Cau a Ravenna, settanta pazienti al giorno: “Ma mancano cardiologi in ospedale”

Il punto del direttore dell’Ausl Romagna, Tiziano Carradori: quasi duemila accessi nel centro al Cmp. Restano però problemi di organici al Santa Maria delle Croci

Al Cau di Ravenna arrivano circa 70 pazienti al giorno

Al Cau di Ravenna arrivano circa 70 pazienti al giorno

Pareggio di bilancio nel 2023 per la sanità romagnola che vale 2,7 miliardi e il dato di attrattività è più alto di quello regionale. La rassicurazione arriva da Tiziano Carradori, direttore generale dell’Azienda Unità Sanitaria della Romagna, nel corso della riunione Consiglio comunale di ieri dedicata al tema della sanità. Una sanità che, come ha sottolineato Carradori, ha una buona capacità di spesa sul fronte degli investimenti, specie in infrastrutture e della tecnologia (circa 96,5 milioni), "ma che sconta la difficoltà di reperire i fondi per la manutenzione, specie dei macchinari".

Per la nuova struttura sanitaria della Darsena si spenderanno circa 13,5 milioni, i lavori partiranno entro aprile e la struttura sarà terminata entro il 2025, mentre il nuovo blocco operatorio sarà pronto a settembre così come entro tale termine saranno disponibili 800 metri quadrati in più per il Pronto soccorso di Ravenna.

Per quel che riguarda gli organici, a fine 2023 erano attivi 2.832 soggetti a Ravenna, in deciso aumento rispetto ai 2.497 addetti di fine 2019. Sono state coperte le criticità della Ginecologia e della Rianimazione, mentre permangono difficoltà nella Cardiologia, con un turn over complessivo che ha più che compensato le uscite.

E intanto il Cau al Cmp sta sgravando il Pronto soccorso da codici verdi e bianchi e fa diminuire il tempo di attesa: nel dettaglio ha registrato dal 22 gennaio al 18 febbraio 1.953 accessi con una media giornaliera di 70 accessi. Più del 70% degli accessi si è risolto con la dimissione a domicilio del paziente, il 6% dei pazienti ha abbandonato la struttura, il 9% è stato indirizzato a un Pronto soccorso, mentre 8% a una presa in carico ambulatoriale.

Il 30% dei pazienti ha presentato all’accesso un problema ortopedico, circa il 20% un disturbo generale o un problema minore e il 9% un problema respiratorio. Circa il 60% dei pazienti è tra i 18 e i 64 anni e solo il 10% proviene da fuori Ravenna e quasi il 50% degli accessi è avvenuto nel weekend. I tempi di attesa si sono mantenuti in una media di 50 minuti e quelli di espletamento attorno ai 30 minuti. Pienamente soddisfatto l’83,1% dei pazienti a Ravenna con la percentuale che sale al 97,1% a Cervia e il 46,5% a Ravenna ha definito la sua esperienza molto positiva (73,9% a Cervia).
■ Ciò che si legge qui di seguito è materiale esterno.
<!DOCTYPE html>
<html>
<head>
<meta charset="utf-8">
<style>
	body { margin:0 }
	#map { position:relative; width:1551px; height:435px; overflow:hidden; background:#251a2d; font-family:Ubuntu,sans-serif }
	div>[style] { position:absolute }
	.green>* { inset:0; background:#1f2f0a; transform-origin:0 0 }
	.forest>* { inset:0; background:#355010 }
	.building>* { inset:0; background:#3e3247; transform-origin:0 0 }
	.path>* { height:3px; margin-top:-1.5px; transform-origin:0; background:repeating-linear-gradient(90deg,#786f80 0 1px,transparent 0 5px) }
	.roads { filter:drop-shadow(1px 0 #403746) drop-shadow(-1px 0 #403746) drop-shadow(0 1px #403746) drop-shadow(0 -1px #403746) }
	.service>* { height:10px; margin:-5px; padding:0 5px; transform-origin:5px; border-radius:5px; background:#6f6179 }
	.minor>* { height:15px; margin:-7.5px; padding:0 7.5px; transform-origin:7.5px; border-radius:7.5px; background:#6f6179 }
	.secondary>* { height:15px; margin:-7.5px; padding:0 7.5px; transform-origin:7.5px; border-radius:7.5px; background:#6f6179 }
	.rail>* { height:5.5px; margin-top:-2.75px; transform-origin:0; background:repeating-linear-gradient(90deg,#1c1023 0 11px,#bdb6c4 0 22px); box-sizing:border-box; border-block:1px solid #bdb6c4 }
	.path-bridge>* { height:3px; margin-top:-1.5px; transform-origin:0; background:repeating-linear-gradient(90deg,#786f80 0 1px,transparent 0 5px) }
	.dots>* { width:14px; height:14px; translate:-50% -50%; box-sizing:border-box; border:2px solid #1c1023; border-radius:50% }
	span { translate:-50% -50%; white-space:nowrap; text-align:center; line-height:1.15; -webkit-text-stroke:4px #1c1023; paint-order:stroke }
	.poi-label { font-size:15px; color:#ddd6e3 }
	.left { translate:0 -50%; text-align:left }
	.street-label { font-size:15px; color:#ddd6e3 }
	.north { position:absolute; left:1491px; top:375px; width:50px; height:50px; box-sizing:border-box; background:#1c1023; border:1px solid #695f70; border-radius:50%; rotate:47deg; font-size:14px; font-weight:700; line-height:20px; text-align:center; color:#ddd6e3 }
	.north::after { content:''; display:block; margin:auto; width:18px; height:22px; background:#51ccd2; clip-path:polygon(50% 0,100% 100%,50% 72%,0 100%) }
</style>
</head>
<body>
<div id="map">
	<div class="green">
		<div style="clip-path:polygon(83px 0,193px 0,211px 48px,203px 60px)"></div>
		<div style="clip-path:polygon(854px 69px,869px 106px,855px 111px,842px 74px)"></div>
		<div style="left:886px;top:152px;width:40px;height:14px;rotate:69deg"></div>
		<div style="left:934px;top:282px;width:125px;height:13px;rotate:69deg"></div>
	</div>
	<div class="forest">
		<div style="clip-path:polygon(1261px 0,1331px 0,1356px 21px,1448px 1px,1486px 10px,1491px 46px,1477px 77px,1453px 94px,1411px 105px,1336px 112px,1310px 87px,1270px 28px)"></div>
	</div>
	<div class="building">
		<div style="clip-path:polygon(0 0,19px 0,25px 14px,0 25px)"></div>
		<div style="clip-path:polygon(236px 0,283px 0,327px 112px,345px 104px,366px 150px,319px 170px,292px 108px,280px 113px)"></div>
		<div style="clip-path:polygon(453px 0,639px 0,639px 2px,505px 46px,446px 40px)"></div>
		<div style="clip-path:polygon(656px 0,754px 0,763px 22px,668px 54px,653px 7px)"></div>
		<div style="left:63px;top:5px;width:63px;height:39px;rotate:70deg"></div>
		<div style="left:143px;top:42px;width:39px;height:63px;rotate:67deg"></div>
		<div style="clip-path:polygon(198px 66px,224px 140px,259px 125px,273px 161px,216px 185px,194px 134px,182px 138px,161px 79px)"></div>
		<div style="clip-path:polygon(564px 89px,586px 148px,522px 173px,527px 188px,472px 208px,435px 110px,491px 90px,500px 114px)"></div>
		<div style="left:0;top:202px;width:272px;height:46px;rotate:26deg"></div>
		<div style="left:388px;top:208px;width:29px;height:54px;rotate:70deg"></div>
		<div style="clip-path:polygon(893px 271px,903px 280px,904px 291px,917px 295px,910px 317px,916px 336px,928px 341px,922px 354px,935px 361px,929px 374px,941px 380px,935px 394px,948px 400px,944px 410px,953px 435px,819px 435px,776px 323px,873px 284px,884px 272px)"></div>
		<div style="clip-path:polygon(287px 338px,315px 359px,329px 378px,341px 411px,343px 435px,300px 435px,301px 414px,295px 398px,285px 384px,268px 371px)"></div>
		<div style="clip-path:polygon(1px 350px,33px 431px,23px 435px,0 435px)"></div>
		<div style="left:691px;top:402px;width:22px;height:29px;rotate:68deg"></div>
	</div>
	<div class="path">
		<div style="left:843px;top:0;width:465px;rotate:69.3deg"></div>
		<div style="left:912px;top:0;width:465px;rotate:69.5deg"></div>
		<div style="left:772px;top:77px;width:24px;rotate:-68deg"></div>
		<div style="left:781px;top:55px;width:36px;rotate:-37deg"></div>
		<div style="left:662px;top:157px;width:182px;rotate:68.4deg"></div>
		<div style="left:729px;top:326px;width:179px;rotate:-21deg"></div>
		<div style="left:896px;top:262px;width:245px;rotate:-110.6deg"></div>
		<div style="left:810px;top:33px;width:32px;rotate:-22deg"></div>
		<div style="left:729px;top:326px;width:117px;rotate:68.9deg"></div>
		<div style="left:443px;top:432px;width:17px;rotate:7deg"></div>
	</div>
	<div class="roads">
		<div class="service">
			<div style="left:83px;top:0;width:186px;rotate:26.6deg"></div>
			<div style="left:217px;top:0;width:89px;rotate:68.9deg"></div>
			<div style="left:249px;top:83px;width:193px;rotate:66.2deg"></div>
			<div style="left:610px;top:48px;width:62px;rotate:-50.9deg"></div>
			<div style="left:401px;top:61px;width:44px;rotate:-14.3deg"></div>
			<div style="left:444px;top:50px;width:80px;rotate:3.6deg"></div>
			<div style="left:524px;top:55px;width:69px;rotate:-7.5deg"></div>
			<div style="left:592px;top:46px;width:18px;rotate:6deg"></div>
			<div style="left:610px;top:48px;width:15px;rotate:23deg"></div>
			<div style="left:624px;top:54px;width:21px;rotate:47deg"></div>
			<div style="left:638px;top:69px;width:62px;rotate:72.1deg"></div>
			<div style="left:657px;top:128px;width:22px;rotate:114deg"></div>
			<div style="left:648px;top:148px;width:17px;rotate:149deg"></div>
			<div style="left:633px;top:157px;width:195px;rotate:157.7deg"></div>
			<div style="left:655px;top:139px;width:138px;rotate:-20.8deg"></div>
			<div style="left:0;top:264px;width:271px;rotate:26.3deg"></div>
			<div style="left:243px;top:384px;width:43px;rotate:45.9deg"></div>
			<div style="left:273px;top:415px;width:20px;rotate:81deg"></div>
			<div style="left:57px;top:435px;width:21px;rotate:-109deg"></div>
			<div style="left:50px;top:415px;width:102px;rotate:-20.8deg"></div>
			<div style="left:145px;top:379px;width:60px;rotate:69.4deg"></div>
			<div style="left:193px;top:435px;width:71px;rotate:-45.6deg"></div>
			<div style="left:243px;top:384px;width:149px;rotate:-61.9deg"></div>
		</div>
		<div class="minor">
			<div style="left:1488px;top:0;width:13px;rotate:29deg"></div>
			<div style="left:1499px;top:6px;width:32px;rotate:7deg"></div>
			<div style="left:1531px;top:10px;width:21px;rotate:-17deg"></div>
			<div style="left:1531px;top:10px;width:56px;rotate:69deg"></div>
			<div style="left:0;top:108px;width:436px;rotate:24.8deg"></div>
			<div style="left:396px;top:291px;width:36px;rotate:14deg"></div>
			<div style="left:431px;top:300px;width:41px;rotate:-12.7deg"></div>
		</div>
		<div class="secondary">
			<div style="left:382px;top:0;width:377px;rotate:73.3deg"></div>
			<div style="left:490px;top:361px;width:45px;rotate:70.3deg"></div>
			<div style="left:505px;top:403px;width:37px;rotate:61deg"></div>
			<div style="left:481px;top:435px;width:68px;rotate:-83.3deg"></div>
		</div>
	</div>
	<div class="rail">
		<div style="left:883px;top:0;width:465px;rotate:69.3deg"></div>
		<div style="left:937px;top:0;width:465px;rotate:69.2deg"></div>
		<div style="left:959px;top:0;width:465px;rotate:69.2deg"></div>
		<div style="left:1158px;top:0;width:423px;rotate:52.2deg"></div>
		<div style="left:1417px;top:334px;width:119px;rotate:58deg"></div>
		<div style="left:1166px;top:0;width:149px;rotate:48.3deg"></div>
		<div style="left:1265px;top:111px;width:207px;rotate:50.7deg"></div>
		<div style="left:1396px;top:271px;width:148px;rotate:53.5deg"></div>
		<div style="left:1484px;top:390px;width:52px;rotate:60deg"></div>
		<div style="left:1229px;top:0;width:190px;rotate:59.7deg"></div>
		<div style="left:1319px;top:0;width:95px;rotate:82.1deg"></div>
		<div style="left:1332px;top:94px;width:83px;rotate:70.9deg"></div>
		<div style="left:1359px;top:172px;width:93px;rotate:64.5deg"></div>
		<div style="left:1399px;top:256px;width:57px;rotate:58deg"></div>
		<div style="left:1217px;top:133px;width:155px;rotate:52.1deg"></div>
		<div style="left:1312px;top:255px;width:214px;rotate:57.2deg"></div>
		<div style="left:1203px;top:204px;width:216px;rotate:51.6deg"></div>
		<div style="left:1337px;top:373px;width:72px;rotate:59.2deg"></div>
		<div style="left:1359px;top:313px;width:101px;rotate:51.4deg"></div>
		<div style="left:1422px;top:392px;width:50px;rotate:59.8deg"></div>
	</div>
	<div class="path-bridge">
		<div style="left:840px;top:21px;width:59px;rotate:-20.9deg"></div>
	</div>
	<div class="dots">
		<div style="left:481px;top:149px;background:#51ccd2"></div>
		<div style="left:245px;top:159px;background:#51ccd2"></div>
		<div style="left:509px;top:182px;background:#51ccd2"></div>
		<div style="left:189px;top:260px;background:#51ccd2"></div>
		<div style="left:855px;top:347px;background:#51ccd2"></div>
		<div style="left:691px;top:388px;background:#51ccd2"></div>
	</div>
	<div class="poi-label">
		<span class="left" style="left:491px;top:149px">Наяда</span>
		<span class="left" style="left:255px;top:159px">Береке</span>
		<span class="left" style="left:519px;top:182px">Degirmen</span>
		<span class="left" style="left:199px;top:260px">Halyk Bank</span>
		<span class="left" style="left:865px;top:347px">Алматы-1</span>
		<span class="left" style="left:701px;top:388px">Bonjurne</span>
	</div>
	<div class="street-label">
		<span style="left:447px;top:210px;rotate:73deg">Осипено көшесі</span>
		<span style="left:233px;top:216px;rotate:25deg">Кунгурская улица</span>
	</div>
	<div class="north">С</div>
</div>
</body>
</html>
"Con i Cau – ha detto il sindaco Michele De Pascale – la sanità si rimette in gioco sul fronte dell’innovazione" e stanno offrendo, ha aggiunto Carradori, "risultati non malvagi". Parallelamente il Pronto soccorso di Ravenna nel periodo 1 gennaio-11 febbraio 2024 ha visto calare i codici verdi (-13%) e aumentare gli arancioni. Gli accessi con codice a bassa gravità dalla data di apertura del Cau Cmp di Ravenna sono stati mediamente 59 con picchi di 80 al giorno. Nello stesso periodo nel 2023 si registravano 64 casi con un decremento dell’8.5%.

I tempi medi di permanenza totale per gli accessi accettati nel pronto soccorso dalla data di apertura del Cau Cmp Ravenna hanno registrato una riduzione di quasi un’ora, in particolare per i codici più numerosi a bassa complessità (codici verdi) circa 1,5 ore per i codici arancioni di oltre 2 ore.

In totale nel 2022 gli accessi al Pronto soccorso erano stati poco meno di 82mila, il 23% verdi e bianchi.